ElasticsearchのIngest Nodeを試す

これは、なにをしたくて書いたもの？

Filebeatを見ていて、パイプラインやモジュールを覚えようと思うと、Ingest Nodeを知らなければいけないなぁと思い。

ちょっと、Ingest Nodeを試してみることにしました。

環境

今回の環境は、こちら。

$ lsb_release -a
No LSB modules are available.
Distributor ID: Ubuntu
Description:    Ubuntu 18.04.3 LTS
Release:    18.04
Codename:   bionic


$ java --version
openjdk 11.0.4 2019-07-16
OpenJDK Runtime Environment (build 11.0.4+11-post-Ubuntu-1ubuntu218.04.3)
OpenJDK 64-Bit Server VM (build 11.0.4+11-post-Ubuntu-1ubuntu218.04.3, mixed mode, sharing)

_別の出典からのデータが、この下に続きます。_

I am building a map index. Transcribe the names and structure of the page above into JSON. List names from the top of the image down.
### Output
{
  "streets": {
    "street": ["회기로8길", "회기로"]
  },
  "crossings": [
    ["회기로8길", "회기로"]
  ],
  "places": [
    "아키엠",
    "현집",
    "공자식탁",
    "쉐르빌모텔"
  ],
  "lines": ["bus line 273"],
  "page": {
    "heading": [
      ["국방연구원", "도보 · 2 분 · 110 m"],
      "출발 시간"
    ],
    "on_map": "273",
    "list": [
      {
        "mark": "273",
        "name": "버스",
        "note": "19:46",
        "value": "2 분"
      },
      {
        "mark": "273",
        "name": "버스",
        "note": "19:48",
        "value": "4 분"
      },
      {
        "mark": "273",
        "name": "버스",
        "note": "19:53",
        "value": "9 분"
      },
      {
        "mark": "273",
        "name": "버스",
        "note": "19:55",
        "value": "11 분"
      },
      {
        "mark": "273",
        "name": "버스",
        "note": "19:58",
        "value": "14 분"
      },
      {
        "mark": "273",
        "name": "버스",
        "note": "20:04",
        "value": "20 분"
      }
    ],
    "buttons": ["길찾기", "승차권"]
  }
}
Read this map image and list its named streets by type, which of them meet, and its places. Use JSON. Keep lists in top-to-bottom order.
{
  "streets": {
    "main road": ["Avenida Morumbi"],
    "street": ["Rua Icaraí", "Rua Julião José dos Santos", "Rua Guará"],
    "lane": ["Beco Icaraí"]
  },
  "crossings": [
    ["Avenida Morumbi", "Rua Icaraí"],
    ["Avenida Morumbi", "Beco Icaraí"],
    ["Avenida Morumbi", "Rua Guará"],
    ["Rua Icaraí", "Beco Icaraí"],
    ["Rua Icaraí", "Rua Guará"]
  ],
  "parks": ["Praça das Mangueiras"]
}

Elasticsearchは、7.5.0を使います。

$ curl localhost:9200?pretty
{
  "name" : "ubuntu1804.localdomain",
  "cluster_name" : "elasticsearch",
  "cluster_uuid" : "D2pCI3ACR4ywifhayB7sqw",
  "version" : {
    "number" : "7.5.0",
    "build_flavor" : "default",
    "build_type" : "deb",
    "build_hash" : "e9ccaed468e2fac2275a3761849cbee64b39519f",
    "build_date" : "2019-11-26T01:06:52.518245Z",
    "build_snapshot" : false,
    "lucene_version" : "8.3.0",
    "minimum_wire_compatibility_version" : "6.8.0",
    "minimum_index_compatibility_version" : "6.0.0-beta1"
  },
  "tagline" : "You Know, for Search"
}

Ingest Nodeとは？

Ingest Nodeとは、Elasticsearchのインデックスとしてドキュメントを登録する前に、前処理を行う仕組みです。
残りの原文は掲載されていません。